Quelle est la recette qui a conduit à la réussite de ce programme ?
L'UE a voulu que les autorités nigériennes, à travers la Haute Autorité à la Consolidation de la Paix, s'approprient le programme. L'UE a renoncé à sa visibilité sur le terrain pour mettre en avant le Gouvernement, de manière à montrer aux populations l'intérêt de l'Etat pour leur sort et renforcer sa crédibilité. Nous pilotons donc ce programme pour lequel nous avons fixé les grandes orientations et indiqué les zones prioritaires d'intervention.
Quelles sont, selon vous, les composantes qui ont été les plus pertinentes ou qui ont eu le plus d'impact ?
Le programme obéit à l'approche transversale, qui nous permet de toucher à tous les domaines : formation (petits métiers), sécurité (renseignement humain, sensibilisation), éducation (cantines scolaires), sécurité alimentaire (Banques céréalières). Les populations plébiscitent les interventions socioéconomiques, activités génératrices de revenus et travaux à haute intensité de main d'œuvre, qui renforcent tout à la fois la résilience des communautés et rappellent que l'Etat est là pour les populations. Les actions de sensibilisation et de formation aussi ont été bien appréciées, elles concernent les jeunes, filles et garçons. L'impact des actions de renforcement de la décentralisation ne se voit pas tout de suite mais, à long terme, elles donneront à ces nouvelles entités administratives le ''know how'' pour formuler des Plans de Développement Communaux (PDC) réalistes, et faciliter la mise en œuvre, par ces collectivités, de projets plus ambitieux au profit de ces communautés.

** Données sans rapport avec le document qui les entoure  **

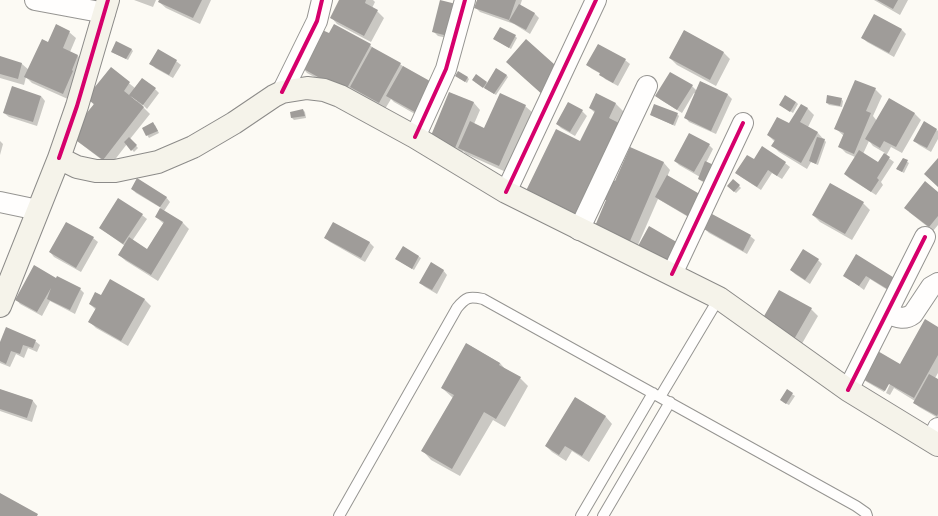 <!DOCTYPE html>
<style>
body{margin:0}
canvas{display:block;background:#fcfaf4}
</style>
<canvas width="938" height="516"></canvas>
<script>
const context = document.querySelector('canvas').getContext('2d');
context.lineJoin = 'round';
function fill(path, color) {
  context.fillStyle = color;
  context.fill(path, 'evenodd');
}
function stroke(path, color, width, dash) {
  context.strokeStyle = color;
  context.lineWidth = width;
  context.lineCap = dash ? 'butt' : 'round';
  context.setLineDash(dash || []);
  context.stroke(path);
}
fill(new Path2D(`
 M134,0H156L153,7Z
 M160,0H211L200,24L166,8L159,2Z
 M340,0H373L375,2L372,8L377,11L384,18L371,42L337,24L331,17Z
 M478,0H522L520,6L535,14L539,18L530,34L514,24L480,12L475,7Z
 M874,0H908L900,15Z
 M441,1L456,40L438,36L433,31Z
 M875,16L902,30L906,34L894,57L867,42L863,38Z
 M69,32L76,38L70,52L78,56L84,62L70,100L32,83L26,77L24,85L0,78V57L22,64L29,70L48,43Z
 M515,36L517,38L511,49L494,39Z
 M370,45L375,50L400,64L404,67L427,121L394,102L391,99L385,109L355,91L352,97L307,73L301,66Z
 M598,45L625,60L630,64L618,86L605,79L601,74L592,69L587,65Z
 M131,49L133,51L128,60L114,53Z
 M724,53L730,59L716,86L677,65L670,58Z
 M176,61L181,65L173,78L155,68L151,63Z
 M111,69L135,88L155,89L159,93L147,109L143,105L142,106L150,114L130,139L138,148L134,152L127,144L110,166L77,141L94,105L88,98ZM132,96L137,101L136,102L130,98Z
 M506,75L508,77L496,95L475,82L476,76L488,84Z
 M456,76L467,77L469,79L467,83Z
 M701,82L728,95L732,99L716,134L689,122L685,117L696,94L694,93L682,113L661,100L656,96L692,86L697,91Z
 M875,89L882,96L873,116L877,121L889,100L915,114L921,120L902,153L891,147L886,156L894,162L881,182L883,185L876,195L849,178L845,174L855,157L846,153L840,147L844,136L835,128ZM869,141L873,146L885,153L878,164L863,154Z
 M450,93L474,103L480,110L474,124L485,129L525,106L532,112L506,172L466,154L463,151L462,154L438,144Z
 M596,94L616,104L624,112L582,224L565,216L580,143L595,113L590,108Z
 M41,96L45,101L37,126L9,117L4,113Z
 M841,99L843,101L842,107L829,105L827,103Z
 M796,102L798,104L793,113L780,105Z
 M801,105L808,109L814,115L808,127L818,133L826,142L818,165L811,162L807,169L779,152L773,146L775,142L768,135L789,125Z
 M303,110L305,112L306,118L294,120L292,118L291,113Z
 M582,111L587,116L575,136L561,128L557,124Z
 M677,114L679,116L675,126L651,115Z
 M155,125L159,133L149,138L143,128Z
 M937,130L938,131V139L931,152L919,145L914,141Z
 M0,141L3,144L0,155Z
 M709,145L713,149L706,163L711,185L701,181L699,179L700,177L679,165L675,161Z
 M631,149L664,163L670,170L667,177L695,221L658,199L637,247L603,232L607,201L605,199L616,182Z
 M903,159L909,163L904,173L897,169Z
 M754,161L785,163L790,167L782,179L772,173L761,190L741,177L736,173Z
 M733,180L741,188L736,193L728,186Z
 M132,189L166,197L170,202L164,211L183,223L189,229L158,281L126,261L119,255L125,246L100,228L142,215L147,219L132,241L148,250L164,224L156,217L161,208L136,193Z
 M938,193V225L933,231L909,212Z
 M863,203L870,210L852,240L820,222L813,215Z
 M713,215L750,236L755,240L747,254L709,233L705,229Z
 M93,238L98,242L81,272L54,257L50,252Z
 M325,238L369,242L374,247L365,262L330,242Z
 M403,247L421,258L414,270L398,260Z
 M857,256L894,294L870,279L864,290L844,275Z
 M818,260L822,264L810,284L795,274L791,270Z
 M443,270L447,275L437,294L425,287L420,283Z
 M57,279L80,289L84,293L75,314L50,301L42,316L20,304L16,299Z
 M110,280L145,300L151,306L128,346L96,328L89,321L96,310L90,304L101,297Z
 M811,309L818,316L800,347L768,329Z
 M938,328V373L935,378L938,380V418L919,407L914,403L915,401L894,388L890,395L886,393L890,384L889,383L884,392L867,382L862,378L900,365Z
 M35,341L40,345L37,352L28,348L24,358L16,354L10,367L0,363V345Z
 M467,344L500,363L506,370L520,378L528,386L505,427L493,420L460,476L431,460L423,451L453,398L442,388Z
 M0,390L33,401L37,406L32,422L0,411Z
 M787,391L795,396L789,405L783,402Z
 M576,398L606,417L612,424L589,462L572,451L566,461L552,452L546,446Z`), '#0003');
fill(new Path2D(`
 M159,0H202L193,18L158,2Z
 M339,0H366L365,3L378,10L364,36L330,18Z
 M440,0L460,5L452,37L432,32Z
 M477,0H516L509,20L474,8Z
 M877,0H898L893,9Z
 M519,4L535,13L526,30L509,21Z
 M874,14L902,29L889,53L861,38Z
 M56,24L70,31L63,48L78,55L72,70L73,71L63,94L24,77L42,39L48,42Z
 M334,24L371,44L345,92L300,67L320,29L329,33Z
 M500,27L516,35L509,48L493,39Z
 M684,30L724,52L710,80L669,58Z
 M526,39L564,73L544,96L506,62Z
 M116,41L132,49L126,59L111,52Z
 M598,44L626,59L613,83L599,75L600,73L586,65Z
 M372,47L401,63L379,103L350,87Z
 M158,49L177,60L169,75L149,64Z
 M0,56L22,63L18,79L0,74Z
 M403,66L437,85L420,115L386,96Z
 M111,67L130,82L124,91L144,107L103,160L69,135L94,104L86,98Z
 M496,68L507,75L494,94L484,88Z
 M458,71L468,77L465,82L455,76Z
 M670,72L693,85L677,110L655,96Z
 M476,74L487,82L483,88L472,80Z
 M142,78L156,88L143,105L129,95Z
 M855,80L876,88L866,111L871,113L854,154L838,147L844,133L834,129Z
 M700,81L728,94L711,131L684,118Z
 M12,86L41,96L33,122L3,113Z
 M449,92L474,102L455,148L430,138Z
 M500,93L526,105L499,166L458,148L470,121L484,128Z
 M596,93L616,103L609,118L619,123L574,216L522,199L556,129L580,141L595,111L589,108Z
 M785,95L796,102L790,112L779,105Z
 M827,95L842,98L840,106L826,103Z
 M889,98L915,113L896,147L884,141L880,148L865,139Z
 M568,102L583,110L570,132L556,124Z
 M654,104L678,113L673,125L650,115Z
 M801,104L808,108L800,122L818,132L801,163L771,146L775,140L767,135L777,117L789,123Z
 M303,109L305,116L291,118L290,112Z
 M924,121L937,129L927,148L913,141Z
 M153,122L158,131L146,136L142,128Z
 M689,133L710,144L694,172L674,161Z
 M129,137L137,145L131,151L124,142Z
 M817,137L825,139L816,164L809,161Z
 M762,146L786,162L777,176L768,170L757,187L735,173L747,155L754,159Z
 M630,147L664,162L630,241L595,226L606,200H604L613,180L615,181Z
 M859,150L878,162L884,153L890,157L877,178L879,180L871,192L844,174Z
 M903,158L908,160L902,172L896,169Z
 M938,158V187L924,174Z
 M705,161L716,166L709,184L698,179Z
 M667,175L703,196L691,218L655,197Z
 M137,178L167,197L160,207L131,189Z
 M733,179L740,185L734,192L727,186Z
 M925,181L938,192V216L929,227L904,208Z
 M830,183L864,202L845,234L812,215Z
 M118,198L143,214L123,244L99,228Z
 M160,208L183,222L151,275L118,255L129,237L147,249L164,222L155,217Z
 M712,214L751,235L743,251L704,229Z
 M66,222L94,237L76,268L49,252Z
 M333,222L370,242L361,258L324,238Z
 M649,226L680,244L669,263L638,246Z
 M403,246L419,256L412,269L395,259Z
 M803,249L819,259L805,280L790,270Z
 M856,254L896,279L889,290L866,276L859,286L843,276Z
 M431,262L444,270L432,290L419,283Z
 M34,265L56,278L57,276L81,288L70,310L47,299L51,288L37,312L15,300Z
 M110,279L145,299L121,341L88,322L96,308L89,304L95,292L101,295Z
 M779,290L812,308L793,341L760,323Z
 M925,319L938,327V355L914,398L889,384L885,391L861,378L876,350L900,364Z
 M6,327L36,340L33,348L23,345L20,354L11,351L6,364L0,361V342Z
 M466,343L500,363L499,365L521,377L496,419L484,412L452,469L421,451L454,395L441,388Z
 M929,374L938,379V414L937,416L913,403Z
 M0,389L33,400L27,418L0,409Z
 M787,389L793,393L786,404L780,400Z
 M575,397L606,416L582,456L565,446L559,455L545,446Z
 M0,493L38,514L37,516H0Z`), '#9f9c99');
const lane = new Path2D(`
 M660,397L719,298
 M339,516L457,308C466,297 469,296 483,299L856,506L866,513L867,516
 M581,516L653,393
 M603,516L670,402`);
const street = new Path2D(`
 M35,0L105,13
 M282,92L317,21L322,0
 M415,137L446,69L465,0
 M506,192L596,0
 M0,202L38,210
 M579,230L647,86
 M672,274L743,123
 M887,313C896,317 904,321 913,314L931,287L938,283
 M848,390L925,237
 M932,441L938,428`);
const secondary = new Path2D(`
 M59,158L77,106L108,0
 M0,306L59,158L77,167L96,171H115L158,162L193,147L234,123L274,96L282,92L307,88L324,90L340,96L415,137L506,192L719,298L848,390L938,445`);
stroke(lane, '#969592', 12);
stroke(street, '#969592', 22);
stroke(secondary, '#8c8b89', 24);
stroke(lane, '#fffefd', 10);
stroke(street, '#fffefd', 20);
stroke(secondary, '#f5f3ea', 22);
stroke(new Path2D(`
 M282,92L317,21L322,0
 M415,137L446,69L465,0
 M59,158L77,106L108,0
 M506,192L596,0
 M672,274L743,123
 M848,390L925,237`), '#d6006c', 4);
</script>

Monsieur le président, comment envisagez-vous l'avenir ?
Pour ce qui est de l'Instrument de Stabilité, il faut continuer à renforcer l'implication des collectivités territoriales - mairies et conseils régionaux - dans son pilotage. Pour ce qui est de la sécurité en général, je pense que le pire est derrière nous. Nous avons eu une phase de combat et de stabilisation. Nous devons entrer rapidement dans une phase de reconstruction, notamment au profit des deux régions les plus affectées ces derniers temps : Diffa et Tillabéry. Pour forcer le trait, il faut dire que nous aurons besoin de lancer, dans les prochains mois, deux grands projets, ''deux petits projets Marshal''», l'un pour réorganiser l'économie de la zone de Diffa, trop dépendante du Nigeria (poisson, poivron), et l'autre pour s'attaquer aux causes structurelles de l'insécurité dans le Nord Tillabéry par un investissement massif dans les infrastructure pastorales.